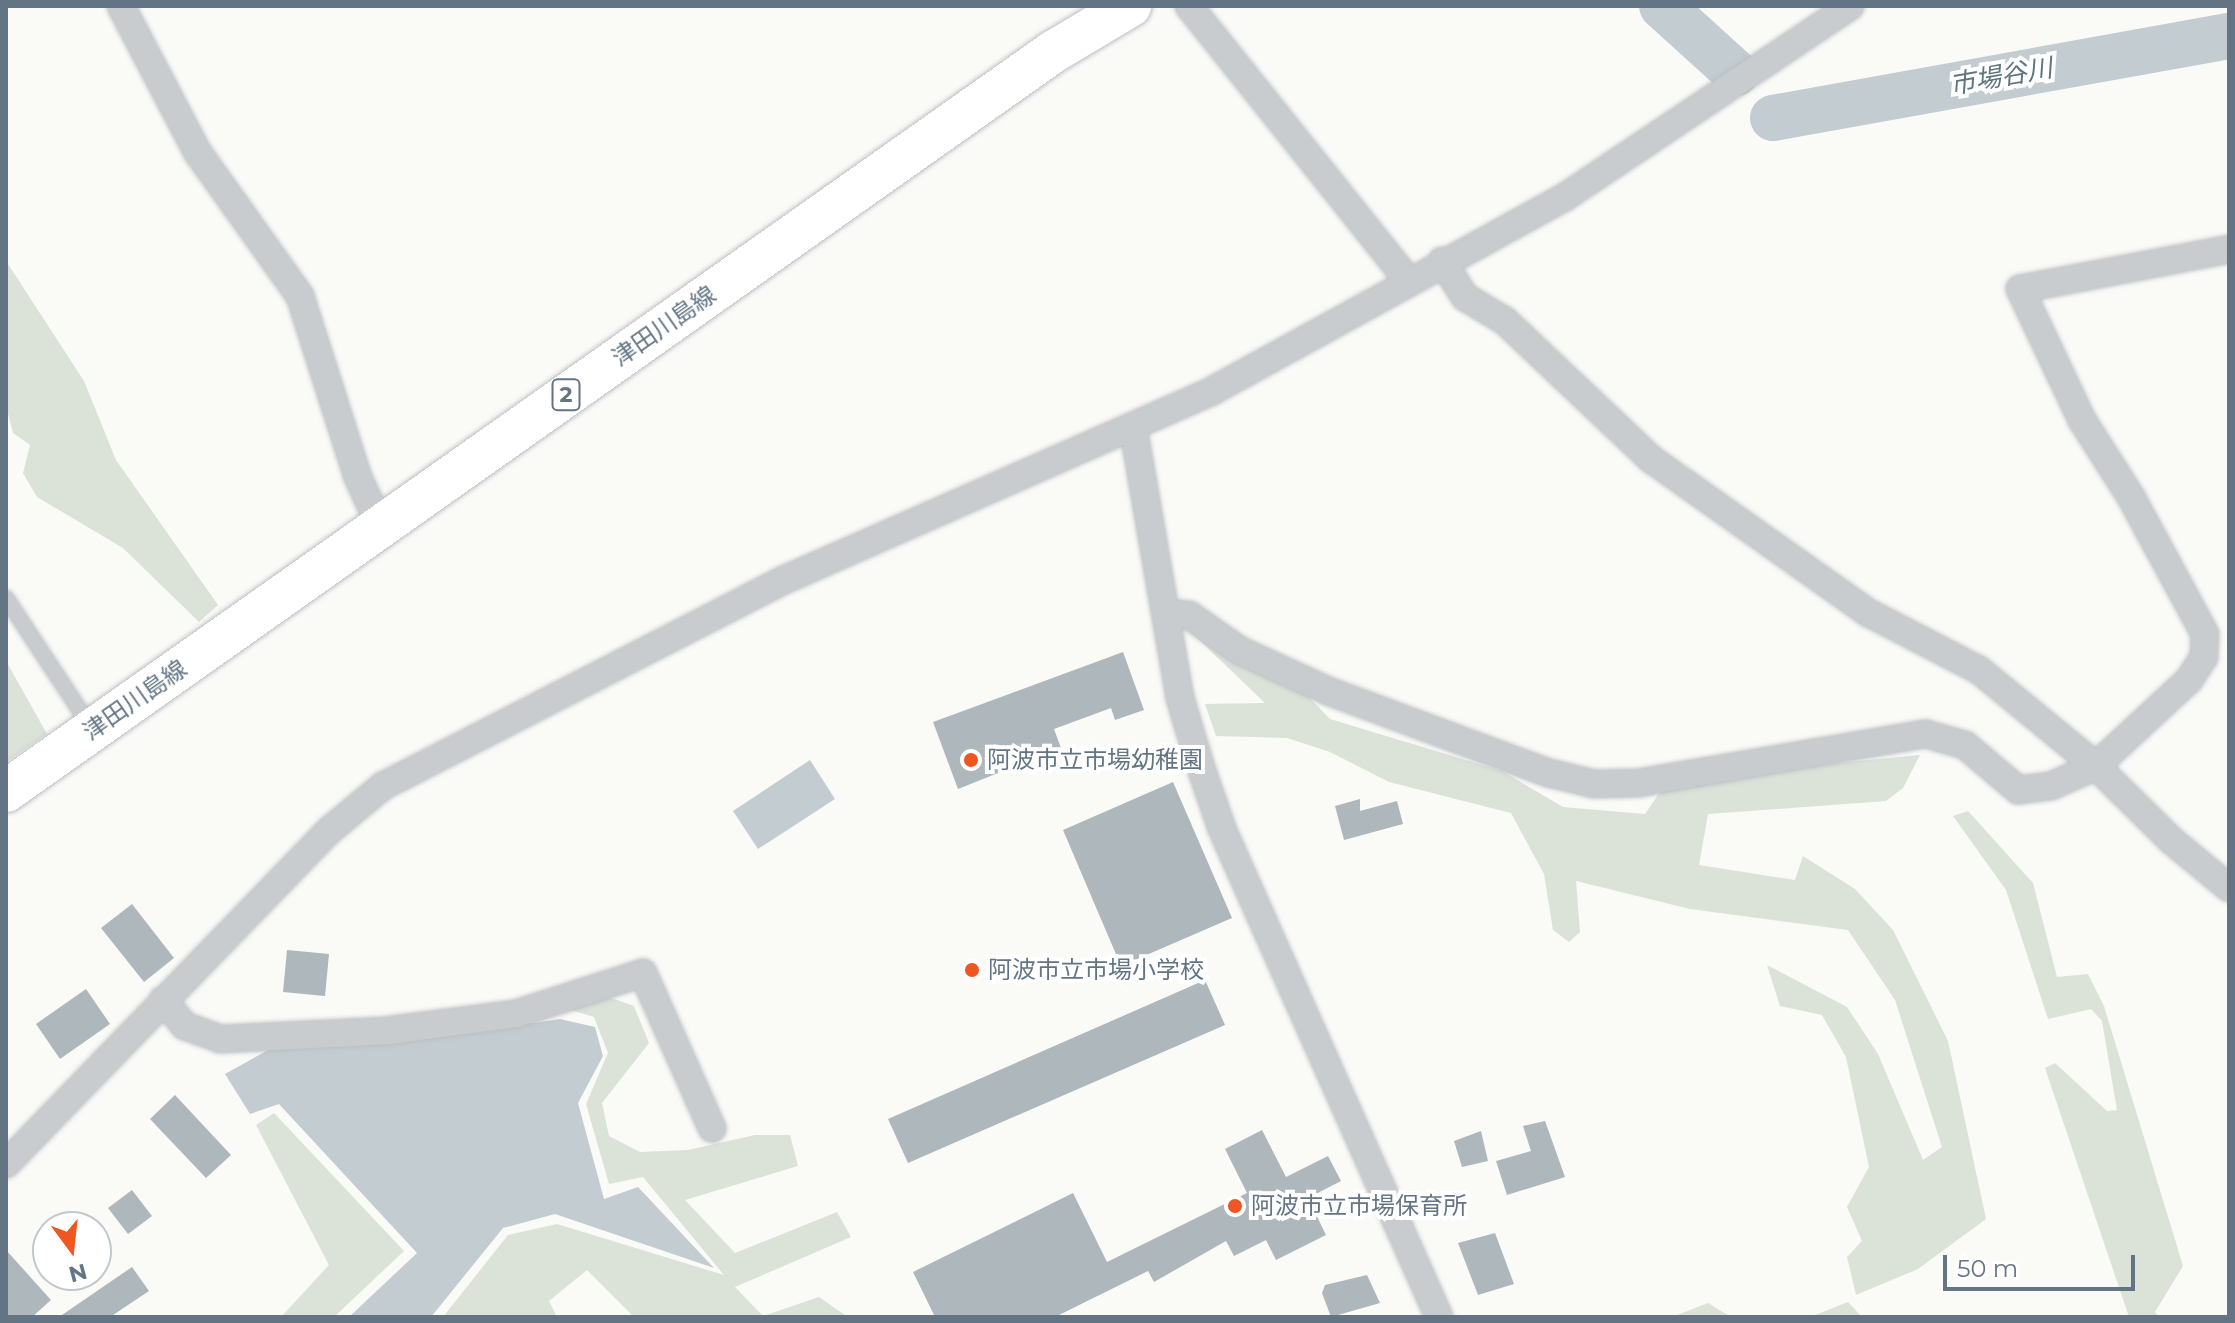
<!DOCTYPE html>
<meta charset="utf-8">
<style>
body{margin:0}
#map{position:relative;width:2235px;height:1323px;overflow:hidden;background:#fafaf7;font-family:Montserrat,"Noto Sans JP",sans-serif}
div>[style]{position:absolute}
.green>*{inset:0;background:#dbe2d8}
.water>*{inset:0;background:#c2ccd1}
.river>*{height:46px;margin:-23px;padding:0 23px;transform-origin:23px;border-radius:23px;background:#c2ccd1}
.building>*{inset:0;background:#aeb7bc}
.roads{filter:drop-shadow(0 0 2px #bbbfc3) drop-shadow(0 0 2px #bbbfc3)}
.lane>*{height:14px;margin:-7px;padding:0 7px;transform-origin:7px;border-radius:7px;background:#c8cccf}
.street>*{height:26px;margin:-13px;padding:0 13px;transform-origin:13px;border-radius:13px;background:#c8cccf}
.primary>*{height:42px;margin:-21px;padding:0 21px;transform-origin:21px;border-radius:21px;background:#fff}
.dots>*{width:22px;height:22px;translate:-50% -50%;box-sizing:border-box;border:4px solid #fff;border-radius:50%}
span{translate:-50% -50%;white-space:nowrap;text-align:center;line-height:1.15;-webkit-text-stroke:8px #fff;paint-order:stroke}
.shield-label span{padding:2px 6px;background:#fff;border:2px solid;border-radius:6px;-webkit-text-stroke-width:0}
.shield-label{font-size:22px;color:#637584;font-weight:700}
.street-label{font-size:24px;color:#637584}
.poi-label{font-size:24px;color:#637584}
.left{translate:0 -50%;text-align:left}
.water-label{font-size:26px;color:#5e747e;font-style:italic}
.frame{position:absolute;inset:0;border:8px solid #637584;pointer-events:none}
.north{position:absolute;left:32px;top:1211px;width:80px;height:80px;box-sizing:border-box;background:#fff;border:2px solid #c1c8ce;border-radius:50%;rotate:165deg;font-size:22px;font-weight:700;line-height:32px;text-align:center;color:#637584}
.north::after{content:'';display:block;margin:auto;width:28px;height:36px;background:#ef5622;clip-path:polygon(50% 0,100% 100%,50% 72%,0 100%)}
.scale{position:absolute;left:1943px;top:1255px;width:192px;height:36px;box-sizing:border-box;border:4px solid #637584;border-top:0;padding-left:10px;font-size:24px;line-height:28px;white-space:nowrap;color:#637584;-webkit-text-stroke:6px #fff;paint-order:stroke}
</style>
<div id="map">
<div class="green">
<i style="clip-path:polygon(6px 261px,84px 381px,116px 460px,218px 605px,199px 622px,123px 548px,37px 497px,23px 473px,30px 445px,13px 433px,6px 406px)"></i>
<i style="clip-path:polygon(1192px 633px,1303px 691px,1330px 719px,1502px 771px,1563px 807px,1645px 814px,1660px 792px,1733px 773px,1920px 755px,1903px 788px,1886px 801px,1708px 814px,1699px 865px,1795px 880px,1803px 856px,1855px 889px,1893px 930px,1948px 1041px,1986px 1219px,1918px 1269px,1856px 1295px,1847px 1257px,1862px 1241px,1847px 1207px,1869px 1167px,1846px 1057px,1822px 1015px,1780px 1006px,1767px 965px,1847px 1007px,1878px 1054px,1923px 1160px,1942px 1147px,1895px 1000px,1848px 930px,1690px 909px,1576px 881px,1580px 932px,1569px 942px,1553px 930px,1544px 874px,1511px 813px,1389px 782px,1330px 752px,1287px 738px,1216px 736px,1205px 704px,1265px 703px)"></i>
<i style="clip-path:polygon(6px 661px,47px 734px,6px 762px)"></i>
<i style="clip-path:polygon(1968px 811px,2033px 883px,2057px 977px,2088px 974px,2104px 1006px,2183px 1266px,2155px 1312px,2159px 1317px,2129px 1317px,2045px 1068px,2055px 1063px,2107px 1111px,2117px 1110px,2102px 1021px,2091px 1009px,2048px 1019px,2006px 890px,1953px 816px)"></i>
<i style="clip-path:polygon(606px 996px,634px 1006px,649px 1043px,602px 1103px,609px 1136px,640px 1152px,688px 1150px,755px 1135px,790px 1135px,798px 1166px,685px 1200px,735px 1253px,837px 1212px,851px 1237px,735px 1287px,763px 1316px,819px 1297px,848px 1317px,634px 1317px,587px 1270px,549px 1301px,557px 1317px,443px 1317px,508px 1235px,557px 1224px,724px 1275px,643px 1177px,609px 1184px,586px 1104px,608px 1053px,594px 1017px,564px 1008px)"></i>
<i style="clip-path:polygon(274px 1113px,404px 1251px,334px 1317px,281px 1317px,329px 1265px,256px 1125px)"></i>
<i style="clip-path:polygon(1848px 1302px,1862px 1317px,1810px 1317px)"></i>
<i style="clip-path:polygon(1708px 1303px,1731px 1317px,1672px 1317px)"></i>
</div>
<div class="water">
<i style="clip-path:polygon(810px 760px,835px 799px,758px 849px,733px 811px)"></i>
<i style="clip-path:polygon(560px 1019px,595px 1027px,603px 1056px,578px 1103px,604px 1199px,638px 1187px,714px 1268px,555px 1214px,503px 1228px,431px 1317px,349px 1317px,417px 1253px,279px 1104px,250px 1114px,225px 1074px,268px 1050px,391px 1044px)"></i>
</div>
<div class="river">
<i style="left:1662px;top:6px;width:100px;rotate:42.2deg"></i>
<i style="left:1773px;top:118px;width:463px;rotate:-10.2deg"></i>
</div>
<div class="building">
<i style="clip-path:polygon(1123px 652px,1144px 710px,1115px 720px,1111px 708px,1054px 729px,1061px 748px,958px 789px,933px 722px)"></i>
<i style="clip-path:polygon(1173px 782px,1232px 918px,1121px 966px,1063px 830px)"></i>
<i style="clip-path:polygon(1360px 799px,1360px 811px,1397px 801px,1403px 824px,1344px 840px,1335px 806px)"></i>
<i style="clip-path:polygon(132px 904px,174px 958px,144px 982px,101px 928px)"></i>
<i style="clip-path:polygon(287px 950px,329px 954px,325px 996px,283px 992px)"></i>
<i style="clip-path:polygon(1205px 980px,1225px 1025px,908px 1163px,888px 1119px)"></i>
<i style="clip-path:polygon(86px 989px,110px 1024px,60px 1059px,36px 1024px)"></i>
<i style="clip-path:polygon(175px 1095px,231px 1155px,206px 1178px,150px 1119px)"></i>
<i style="clip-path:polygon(1545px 1121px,1565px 1177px,1507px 1195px,1496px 1161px,1531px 1151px,1523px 1126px)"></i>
<i style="clip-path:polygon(1262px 1130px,1286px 1177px,1328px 1156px,1341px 1181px,1308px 1198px,1326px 1235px,1276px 1260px,1266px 1240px,1234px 1256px,1226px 1241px,1154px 1282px,1148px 1271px,1055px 1317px,935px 1317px,913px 1272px,1073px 1193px,1107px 1262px,1247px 1193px,1225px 1149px)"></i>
<i style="clip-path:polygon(1481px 1131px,1488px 1161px,1462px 1167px,1454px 1141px)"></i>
<i style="clip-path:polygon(132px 1190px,152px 1216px,128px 1234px,108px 1208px)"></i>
<i style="clip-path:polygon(1495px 1233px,1514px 1284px,1478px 1295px,1458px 1243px)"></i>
<i style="clip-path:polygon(6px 1250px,51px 1300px,32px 1317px,6px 1317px)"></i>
<i style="clip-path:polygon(132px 1267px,149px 1291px,110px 1317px,59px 1317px)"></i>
<i style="clip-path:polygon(1367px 1275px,1380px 1303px,1331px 1317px,1322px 1293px,1325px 1285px)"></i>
</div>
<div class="roads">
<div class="lane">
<i style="left:6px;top:598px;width:153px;rotate:56.7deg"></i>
</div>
<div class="street">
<i style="left:121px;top:6px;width:166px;rotate:62.4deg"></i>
<i style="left:198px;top:153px;width:176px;rotate:54.5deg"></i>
<i style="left:300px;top:296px;width:188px;rotate:72.3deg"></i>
<i style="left:357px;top:475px;width:56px;rotate:65.7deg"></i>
<i style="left:1189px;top:6px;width:351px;rotate:51.4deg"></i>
<i style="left:1442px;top:261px;width:43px;rotate:57.4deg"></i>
<i style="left:1465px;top:297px;width:47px;rotate:31deg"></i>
<i style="left:1505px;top:321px;width:201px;rotate:43.4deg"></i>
<i style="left:1651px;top:459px;width:265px;rotate:35.3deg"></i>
<i style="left:1867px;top:612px;width:126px;rotate:27.4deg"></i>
<i style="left:1979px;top:670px;width:151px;rotate:39.4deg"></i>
<i style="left:2096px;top:766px;width:105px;rotate:44.6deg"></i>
<i style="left:2171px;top:840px;width:75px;rotate:39.6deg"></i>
<i style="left:1133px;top:426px;width:276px;rotate:80.2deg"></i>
<i style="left:1180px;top:698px;width:70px;rotate:73.4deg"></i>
<i style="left:1200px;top:765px;width:68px;rotate:71deg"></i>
<i style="left:1222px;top:829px;width:534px;rotate:66.03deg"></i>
<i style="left:1167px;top:613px;width:22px;rotate:5deg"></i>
<i style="left:1189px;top:615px;width:61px;rotate:35deg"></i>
<i style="left:1239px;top:650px;width:98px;rotate:24.7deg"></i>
<i style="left:1328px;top:691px;width:236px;rotate:20.4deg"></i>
<i style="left:1549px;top:773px;width:46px;rotate:13.7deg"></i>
<i style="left:1594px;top:784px;width:44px;rotate:-1.3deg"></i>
<i style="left:1638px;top:783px;width:292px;rotate:-9.7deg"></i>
<i style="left:1926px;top:734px;width:41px;rotate:15.8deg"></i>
<i style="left:1965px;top:745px;width:70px;rotate:40.3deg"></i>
<i style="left:2018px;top:790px;width:33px;rotate:-7deg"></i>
<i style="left:2051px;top:786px;width:49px;rotate:-24deg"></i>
<i style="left:2096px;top:766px;width:127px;rotate:-42.8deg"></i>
<i style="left:2189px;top:680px;width:27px;rotate:-57deg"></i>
<i style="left:2204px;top:657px;width:23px;rotate:-88deg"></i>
<i style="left:2205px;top:634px;width:156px;rotate:-118.4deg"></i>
<i style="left:2131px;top:497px;width:91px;rotate:-122.5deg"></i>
<i style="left:2082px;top:420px;width:145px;rotate:-115.3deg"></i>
<i style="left:2020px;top:289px;width:213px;rotate:-10.8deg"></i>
<i style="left:163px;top:1000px;width:34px;rotate:50deg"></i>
<i style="left:185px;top:1026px;width:37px;rotate:20deg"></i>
<i style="left:220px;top:1039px;width:165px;rotate:-2.8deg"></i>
<i style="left:385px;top:1031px;width:132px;rotate:-7.4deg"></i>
<i style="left:516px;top:1014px;width:133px;rotate:-17.9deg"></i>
<i style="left:643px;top:973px;width:170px;rotate:66deg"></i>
<i style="left:6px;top:1164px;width:465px;rotate:-45.9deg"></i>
<i style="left:330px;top:830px;width:69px;rotate:-39.7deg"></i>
<i style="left:383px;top:786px;width:451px;rotate:-27.2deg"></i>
<i style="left:784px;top:580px;width:468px;rotate:-23.8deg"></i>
<i style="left:1212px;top:391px;width:403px;rotate:-28.8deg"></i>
<i style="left:1565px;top:197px;width:343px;rotate:-33.8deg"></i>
</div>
<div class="primary">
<i style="left:6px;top:791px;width:1282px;rotate:-35.22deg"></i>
<i style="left:1053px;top:52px;width:90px;rotate:-30.9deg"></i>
</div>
</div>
<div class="dots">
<i style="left:971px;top:760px;background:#ef5622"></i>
<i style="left:972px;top:970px;background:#ef5622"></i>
<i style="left:1235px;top:1206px;background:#ef5622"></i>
</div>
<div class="shield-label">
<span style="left:566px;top:395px">2</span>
</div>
<div class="street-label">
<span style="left:664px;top:326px;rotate:-35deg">津田川島線</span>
<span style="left:135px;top:700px;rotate:-35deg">津田川島線</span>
</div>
<div class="poi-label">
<span class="left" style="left:987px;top:760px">阿波市立市場幼稚園</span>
<span class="left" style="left:988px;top:970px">阿波市立市場小学校</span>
<span class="left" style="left:1251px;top:1206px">阿波市立市場保育所</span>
</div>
<div class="water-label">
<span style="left:2001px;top:77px;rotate:-10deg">市場谷川</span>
</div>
<div class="frame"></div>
<div class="north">N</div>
<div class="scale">50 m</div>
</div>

-------

## Task statement
From the records above, copy every line that holds the word "river".

## Reply
.river>*{height:46px;margin:-23px;padding:0 23px;transform-origin:23px;border-radius:23px;background:#c2ccd1}
<div class="river">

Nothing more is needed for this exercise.